Functions for working with Keplerian orbital elements and computing orbital properties.

Orbital Properties¶

semimajor_axis `builtin` ¶

semimajor_axis(n: float, angle_format: AngleFormat) -> float

Computes the semi-major axis of an astronomical object from Earth given the object's mean motion.

Parameters:

Name	Type	Description	Default
`n`	`float`	The mean motion of the astronomical object in radians or degrees.	required
`angle_format`	`AngleFormat`	Interpret mean motion as AngleFormat.DEGREES or AngleFormat.RADIANS.	required

Returns:

Name	Type	Description
`float`	`float`	The semi-major axis of the astronomical object in meters.

Example

import brahe as bh

# Calculate semi-major axis from mean motion (typical LEO satellite)
n = 0.001027  # radians/second (~15 revolutions/day)
a = bh.semimajor_axis(n, bh.AngleFormat.RADIANS)
print(f"Semi-major axis: {a/1000:.2f} km")

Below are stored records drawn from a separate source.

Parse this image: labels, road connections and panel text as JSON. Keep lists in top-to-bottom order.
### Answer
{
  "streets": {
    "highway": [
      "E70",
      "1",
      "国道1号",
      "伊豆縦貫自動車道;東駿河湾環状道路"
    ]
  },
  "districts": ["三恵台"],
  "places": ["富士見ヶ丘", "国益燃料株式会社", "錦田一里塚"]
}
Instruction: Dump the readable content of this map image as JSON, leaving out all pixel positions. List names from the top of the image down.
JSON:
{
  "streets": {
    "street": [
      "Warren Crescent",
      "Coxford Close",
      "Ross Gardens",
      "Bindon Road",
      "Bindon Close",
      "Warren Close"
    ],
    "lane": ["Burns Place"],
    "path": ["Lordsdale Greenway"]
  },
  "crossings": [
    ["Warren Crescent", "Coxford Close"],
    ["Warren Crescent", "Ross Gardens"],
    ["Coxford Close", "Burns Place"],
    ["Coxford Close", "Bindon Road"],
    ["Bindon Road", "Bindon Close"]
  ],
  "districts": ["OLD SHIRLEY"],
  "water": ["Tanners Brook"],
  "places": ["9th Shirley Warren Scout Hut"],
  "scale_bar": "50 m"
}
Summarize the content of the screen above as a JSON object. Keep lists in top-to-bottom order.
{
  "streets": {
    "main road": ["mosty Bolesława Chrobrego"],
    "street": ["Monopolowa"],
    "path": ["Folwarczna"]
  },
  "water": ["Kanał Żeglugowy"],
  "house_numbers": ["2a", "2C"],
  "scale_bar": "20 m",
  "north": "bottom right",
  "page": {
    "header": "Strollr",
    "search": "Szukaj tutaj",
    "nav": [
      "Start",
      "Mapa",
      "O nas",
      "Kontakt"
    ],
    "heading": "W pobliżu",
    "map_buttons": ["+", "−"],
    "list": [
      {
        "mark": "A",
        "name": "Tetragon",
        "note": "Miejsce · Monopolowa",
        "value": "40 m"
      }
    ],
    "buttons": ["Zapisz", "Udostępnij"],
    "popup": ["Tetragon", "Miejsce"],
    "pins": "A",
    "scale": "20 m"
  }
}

semimajor_axis_general `builtin` ¶

semimajor_axis_general(n: float, gm: float, angle_format: AngleFormat) -> float

Computes the semi-major axis of an astronomical object from a general body given the object's mean motion.

Parameters:

Name	Type	Description	Default
`n`	`float`	The mean motion of the astronomical object in radians or degrees.	required
`gm`	`float`	(keyword-only) The standard gravitational parameter of primary body in m³/s².	required
`angle_format`	`AngleFormat`	Interpret mean motion as AngleFormat.DEGREES or AngleFormat.RADIANS.	required

Returns:

Name	Type	Description
`float`	`float`	The semi-major axis of the astronomical object in meters.

Example

import brahe as bh

# Calculate semi-major axis for Jupiter orbiter
n = 0.0001  # radians/second
a = bh.semimajor_axis_general(n, bh.GM_JUPITER, bh.AngleFormat.RADIANS)
print(f"Semi-major axis: {a/1000:.2f} km")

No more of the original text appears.